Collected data
"""

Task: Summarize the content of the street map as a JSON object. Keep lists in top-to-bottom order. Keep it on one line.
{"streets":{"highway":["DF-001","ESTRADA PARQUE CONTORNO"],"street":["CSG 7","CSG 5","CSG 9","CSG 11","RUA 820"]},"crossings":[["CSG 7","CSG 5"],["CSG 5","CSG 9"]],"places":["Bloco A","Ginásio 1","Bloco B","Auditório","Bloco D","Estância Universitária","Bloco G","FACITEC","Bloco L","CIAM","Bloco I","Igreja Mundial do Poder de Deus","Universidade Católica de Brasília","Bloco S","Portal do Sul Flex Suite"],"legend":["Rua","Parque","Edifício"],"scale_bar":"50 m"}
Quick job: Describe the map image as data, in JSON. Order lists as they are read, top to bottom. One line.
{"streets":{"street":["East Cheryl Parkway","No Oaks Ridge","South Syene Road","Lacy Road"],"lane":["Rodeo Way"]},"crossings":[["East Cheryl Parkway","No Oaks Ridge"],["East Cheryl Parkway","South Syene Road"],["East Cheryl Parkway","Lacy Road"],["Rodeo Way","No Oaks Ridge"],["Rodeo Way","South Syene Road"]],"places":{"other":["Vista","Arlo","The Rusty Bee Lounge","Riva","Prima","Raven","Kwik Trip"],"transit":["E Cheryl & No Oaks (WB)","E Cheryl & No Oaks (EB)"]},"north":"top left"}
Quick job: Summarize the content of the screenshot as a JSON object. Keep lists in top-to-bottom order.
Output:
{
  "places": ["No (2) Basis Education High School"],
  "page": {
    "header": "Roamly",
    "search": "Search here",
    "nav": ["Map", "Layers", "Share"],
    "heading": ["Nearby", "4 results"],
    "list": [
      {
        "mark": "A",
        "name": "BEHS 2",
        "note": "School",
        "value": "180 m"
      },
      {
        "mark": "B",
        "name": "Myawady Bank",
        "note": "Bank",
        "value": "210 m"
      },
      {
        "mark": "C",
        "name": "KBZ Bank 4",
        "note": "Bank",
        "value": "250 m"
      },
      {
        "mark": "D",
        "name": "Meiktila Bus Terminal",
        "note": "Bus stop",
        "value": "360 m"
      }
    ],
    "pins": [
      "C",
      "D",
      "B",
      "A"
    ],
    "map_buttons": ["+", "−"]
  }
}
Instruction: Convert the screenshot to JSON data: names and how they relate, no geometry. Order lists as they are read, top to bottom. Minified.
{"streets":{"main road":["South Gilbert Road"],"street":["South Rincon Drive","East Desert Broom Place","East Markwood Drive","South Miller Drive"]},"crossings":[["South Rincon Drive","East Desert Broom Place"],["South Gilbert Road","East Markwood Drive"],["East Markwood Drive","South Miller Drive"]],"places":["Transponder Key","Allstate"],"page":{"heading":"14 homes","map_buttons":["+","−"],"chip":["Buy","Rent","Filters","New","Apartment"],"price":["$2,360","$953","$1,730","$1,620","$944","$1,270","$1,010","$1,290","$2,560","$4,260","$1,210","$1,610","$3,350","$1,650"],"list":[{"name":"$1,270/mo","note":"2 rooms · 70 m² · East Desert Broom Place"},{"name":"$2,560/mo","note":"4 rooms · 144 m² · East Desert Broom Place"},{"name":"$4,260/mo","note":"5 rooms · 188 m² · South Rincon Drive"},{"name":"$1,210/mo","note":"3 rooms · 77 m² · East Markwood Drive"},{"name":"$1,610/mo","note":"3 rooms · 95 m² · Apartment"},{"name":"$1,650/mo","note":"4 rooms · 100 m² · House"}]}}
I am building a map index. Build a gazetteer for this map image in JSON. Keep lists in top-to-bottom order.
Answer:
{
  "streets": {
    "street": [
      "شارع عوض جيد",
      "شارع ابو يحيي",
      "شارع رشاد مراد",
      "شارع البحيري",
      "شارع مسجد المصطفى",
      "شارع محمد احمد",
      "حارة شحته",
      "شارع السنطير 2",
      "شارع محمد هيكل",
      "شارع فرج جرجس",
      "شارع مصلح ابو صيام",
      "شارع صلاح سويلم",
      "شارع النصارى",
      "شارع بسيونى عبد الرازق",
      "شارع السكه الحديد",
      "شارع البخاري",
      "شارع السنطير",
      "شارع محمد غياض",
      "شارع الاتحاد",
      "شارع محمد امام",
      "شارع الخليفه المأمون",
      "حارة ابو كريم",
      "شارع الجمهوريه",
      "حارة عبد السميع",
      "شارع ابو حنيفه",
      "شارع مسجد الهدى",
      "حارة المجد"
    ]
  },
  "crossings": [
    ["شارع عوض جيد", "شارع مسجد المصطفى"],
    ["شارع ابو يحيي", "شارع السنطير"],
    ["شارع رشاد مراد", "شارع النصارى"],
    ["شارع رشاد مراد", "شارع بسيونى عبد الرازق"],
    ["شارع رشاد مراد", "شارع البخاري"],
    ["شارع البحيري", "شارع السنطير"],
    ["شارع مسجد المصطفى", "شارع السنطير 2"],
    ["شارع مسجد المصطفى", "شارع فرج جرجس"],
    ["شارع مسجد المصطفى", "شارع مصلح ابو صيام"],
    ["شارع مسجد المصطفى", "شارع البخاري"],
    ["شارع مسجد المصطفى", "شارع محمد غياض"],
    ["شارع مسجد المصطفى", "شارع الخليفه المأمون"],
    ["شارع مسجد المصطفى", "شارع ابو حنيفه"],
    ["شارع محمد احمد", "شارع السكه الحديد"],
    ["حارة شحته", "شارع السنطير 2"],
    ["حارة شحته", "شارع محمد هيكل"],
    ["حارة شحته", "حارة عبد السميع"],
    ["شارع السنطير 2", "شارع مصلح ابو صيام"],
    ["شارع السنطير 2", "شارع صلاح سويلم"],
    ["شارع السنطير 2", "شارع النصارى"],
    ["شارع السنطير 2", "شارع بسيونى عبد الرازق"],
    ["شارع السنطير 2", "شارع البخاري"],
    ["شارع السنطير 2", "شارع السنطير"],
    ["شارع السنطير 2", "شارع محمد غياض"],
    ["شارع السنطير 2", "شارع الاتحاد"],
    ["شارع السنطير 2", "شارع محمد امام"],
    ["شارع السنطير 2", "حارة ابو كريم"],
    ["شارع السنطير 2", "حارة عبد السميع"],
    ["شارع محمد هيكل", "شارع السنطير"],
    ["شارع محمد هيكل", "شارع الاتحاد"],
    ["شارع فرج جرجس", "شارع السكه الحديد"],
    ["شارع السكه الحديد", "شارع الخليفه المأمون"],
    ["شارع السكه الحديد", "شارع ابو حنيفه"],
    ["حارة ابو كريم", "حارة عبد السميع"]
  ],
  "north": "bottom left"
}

"""

**What is required**
Search the data above for the word "صلاح" and show every line that has it.

**Expected answer**
      "شارع صلاح سويلم",
    ["شارع السنطير 2", "شارع صلاح سويلم"],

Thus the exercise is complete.